Photos don’t do this headstone justice. It has a gorgeous, textured pattern and sparkles in the sunshine. It is the most perfect Mid-Century Modern headstone, and I’ve never seen anything quite like it before.
Fred Bachtel (1882 – 1954) was born in New York, and it’s unclear when he came to Chicago but it was definitely before 1905 when he married Mathilda “Tillie” Schmidt (1881 – 1954), a German immigrant who’d arrived in the US as a young girl with her family.
Fred worked as a machinist throughout his career, and together he and Tillie raised two daughters, first on good old West 21st Place in the city, and then in the near west suburb of Berwyn in the 1920s. After 1930, the family made their last move, this time to Oak Park and their own, purchased-not-rented house. Their younger daughter Lucile attended Oak Park River Forest High School, so perhaps they moved to make that possible.

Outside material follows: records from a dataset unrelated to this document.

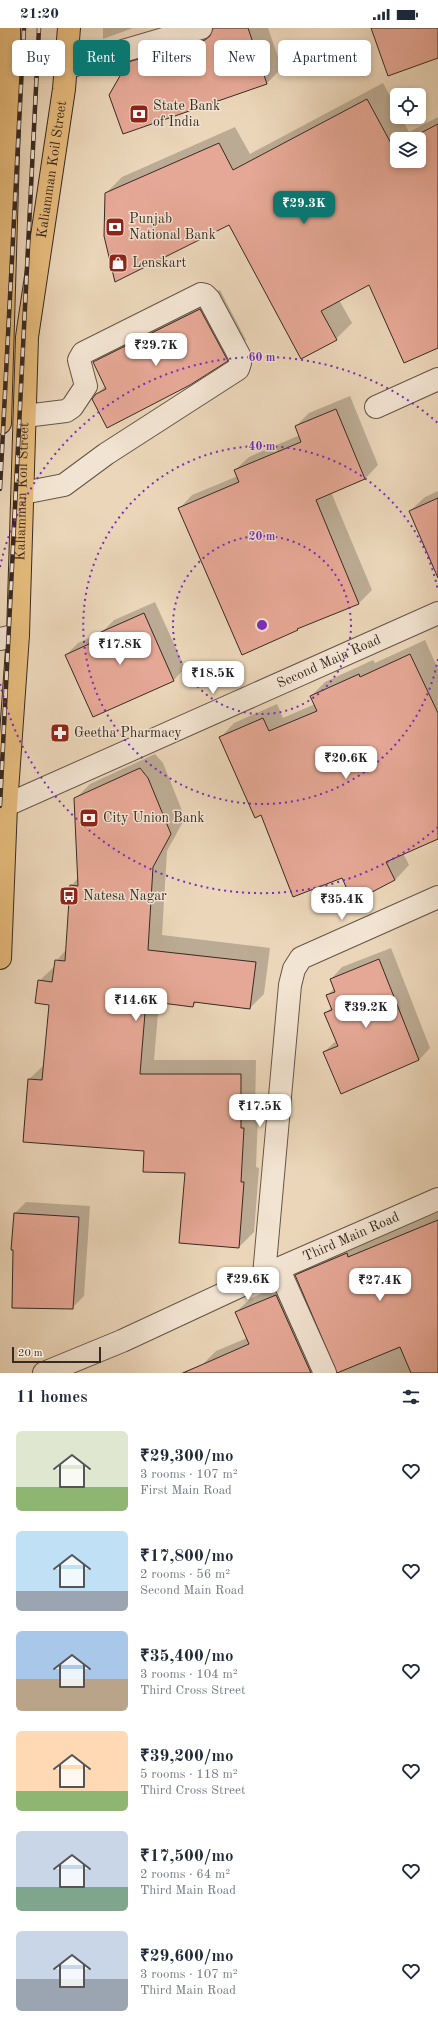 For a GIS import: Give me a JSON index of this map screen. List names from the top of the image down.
{
  "streets": {
    "main road": ["Kaliamman Koil Street"],
    "street": ["Second Main Road", "Third Main Road"]
  },
  "crossings": [
    ["Kaliamman Koil Street", "Second Main Road"]
  ],
  "places": {
    "bank": ["State Bank of India", "Punjab National Bank", "City Union Bank"],
    "shop": ["Lenskart"],
    "pharmacy": ["Geetha Pharmacy"],
    "bus stop": ["Natesa Nagar"]
  },
  "scale_bar": "20 m",
  "page": {
    "status": "21:20",
    "chip": [
      "Buy",
      "Rent",
      "Filters",
      "New",
      "Apartment"
    ],
    "price": [
      "₹29.3K",
      "₹29.7K",
      "₹17.8K",
      "₹18.5K",
      "₹20.6K",
      "₹35.4K",
      "₹14.6K",
      "₹39.2K",
      "₹17.5K",
      "₹29.6K",
      "₹27.4K"
    ],
    "scale": "20 m",
    "heading": "11 homes",
    "list": [
      {
        "name": "₹29,300/mo",
        "note": "3 rooms · 107 m² · First Main Road"
      },
      {
        "name": "₹17,800/mo",
        "note": "2 rooms · 56 m² · Second Main Road"
      },
      {
        "name": "₹35,400/mo",
        "note": "3 rooms · 104 m² · Third Cross Street"
      },
      {
        "name": "₹39,200/mo",
        "note": "5 rooms · 118 m² · Third Cross Street"
      },
      {
        "name": "₹17,500/mo",
        "note": "2 rooms · 64 m² · Third Main Road"
      },
      {
        "name": "₹29,600/mo",
        "note": "3 rooms · 107 m² · Third Main Road"
      }
    ]
  },
  "rings": ["60 m", "40 m", "20 m"]
}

Between 1930 and 1940, their oldest daughter Edna had a first marriage that ended when her husband passed away. She was back home, widowed, in the Oak Park house for the 1940 census. She remarried, and her younger sister Lucille also married at some point after 1940.
According to his obiturary, Fred passed away suddenly, in February of 1954. The obituary also mentions two grandaughters, one born to each of his daughters. Tillie died just four months after Fred. Tragically, just two years later, Lucile passed away at only 40 and was also buried beside her parents with a similarly beautiful, textured headstone. Her husband joined her many years later, and his headstone doesn’t have quite the same, unique texture so I suspect it was no longer available which is a shame!
RIP Bachtels and to whoever had the great taste to select the family headstones: great job.